Any taxi driver in the Altai Republic, Siberia, believes he knows the approximate location of Putin’s residence. It is said to be about 600 miles from Chuisky Road, and is often there. The constant helicopters in the sky create the local belief that Putin spent much of his spring and summer forties in the Altai Mountains, although of course no one knows for sure.
Putin’s private life has also been hidden for decades, which has sparked much speculation over the years, but has accelerated again in recent months.
In November, several media reports suggested that Putin had a secret daughter in St. Petersburg with Svetlana Krivonogikh. The story aroused curiosity about the life of the teenager involved, but it also raised issues of corruption.
How had Putin’s alleged lover – a former cleaner – acquired a significant stake in Bank Rossiya, a bank run by some of Putin’s former associates?
The U.S. Treasury sanctioned the owners and partners of Rossiya Bank in 2014, the day the Russian parliament passed a law admitting Crimea to the Russian Federation.
Corruption has been a feature of elite Russian circles since the Soviet era. “No one is surprised that the best men in power are corrupt,” Boris Vishnevsky, a member of the St. Petersburg Legislative Assembly, told The Daily Beast. “But there are more and more millions of people who see Alexey Navalny’s independent investigations just to know the details.”
Navalny’s online exhibitions and his political campaigns on the ground have effectively made him the leader of Russia’s opposition.
And here the spy games are playing again.
Navalny was poisoned with a dose of Novichok while in the east, in Siberia, where anti-Putin demonstrations have been growing. Navalny survived, but in early September, 77 percent of the Russian population knew about the assassination attempt.
Bellingcat published a detailed account of the attack, which included specific names of Russian secret service agents who were pursuing the opposition leader at the time he was poisoned. It seemed a convicting test of the culprits of the security services.
When Putin confronted this report at the annual press conference, he did not deny the main points of the report that Navalny had been tracked and that the cell phone records mentioned in the report belonged to the Federal Security Service, officials of the FSB. But espionage games deepened from there.
“This patient from a clinic in Berlin has the support of the US intelligence services,” said Putin, without naming Navalny, who is receiving treatment in Germany. “Therefore, the Russian special services should track him down.”
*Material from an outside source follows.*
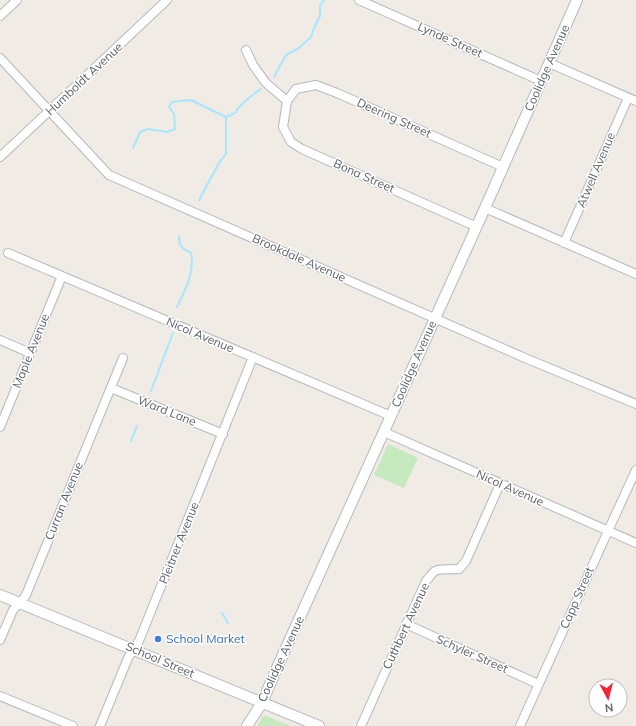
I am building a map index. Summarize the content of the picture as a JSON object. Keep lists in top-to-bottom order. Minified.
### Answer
{"streets":{"street":["Lynde Street","Coolidge Avenue","Humboldt Avenue","Deering Street","Atwell Avenue","Bona Street","Brookdale Avenue","Nicol Avenue","Maple Avenue","Ward Lane","Curran Avenue","Pleitner Avenue","Capp Street","Cuthbert Avenue","Schyler Street","School Street"]},"crossings":[["Lynde Street","Coolidge Avenue"],["Coolidge Avenue","Deering Street"],["Coolidge Avenue","Bona Street"],["Coolidge Avenue","Brookdale Avenue"],["Coolidge Avenue","Nicol Avenue"],["Coolidge Avenue","School Street"],["Humboldt Avenue","Brookdale Avenue"],["Deering Street","Bona Street"],["Nicol Avenue","Maple Avenue"],["Nicol Avenue","Pleitner Avenue"],["Nicol Avenue","Capp Street"],["Nicol Avenue","Cuthbert Avenue"],["Ward Lane","Curran Avenue"],["Ward Lane","Pleitner Avenue"],["Curran Avenue","School Street"],["Pleitner Avenue","School Street"],["Capp Street","Schyler Street"],["Cuthbert Avenue","Schyler Street"]],"places":["School Market"],"north":"bottom"}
The Russian president claimed that Bellingcat, CNN, Insider and The mirror the magazine had helped U.S. intelligence agents “legalize” the misinformation of foreign spies.
Putin believes he and his secret services have outnumbered Navalny.
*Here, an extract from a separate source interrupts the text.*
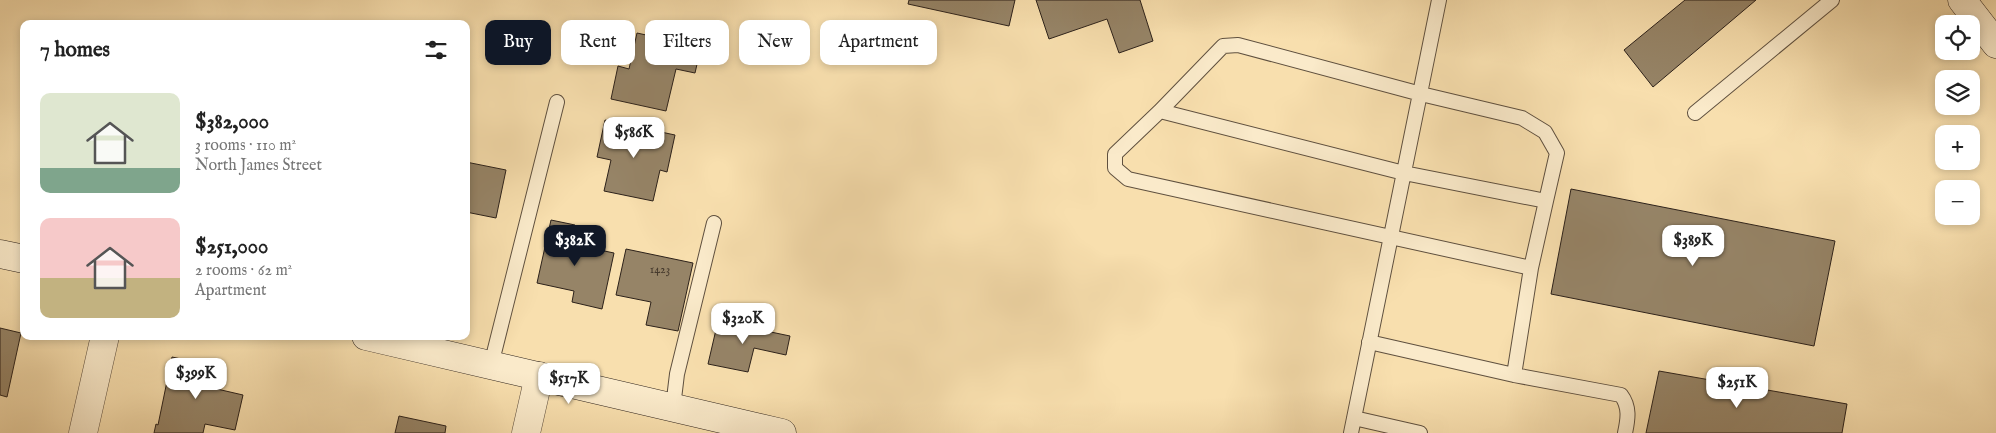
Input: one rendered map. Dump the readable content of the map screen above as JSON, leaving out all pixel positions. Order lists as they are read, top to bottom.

The president rejects all openness efforts, including his own family life, as “tricks” in the information war.
A former parliamentarian, Dmitry Gudkov, is convinced that public frustration with Putin will only increase, mostly because even FSB agents are not keeping their end. “Nothing is needed to find out the truth about Putin’s agents: data from mobile phone calls can be bought without any problems,” Gudkov told The Daily Beast.
Putin relies on the spy games of his FSB agents to secure his future, but in a world of online reports and swirling rumors that undermine all his authority, his hopes of maintaining the claim diminish every day.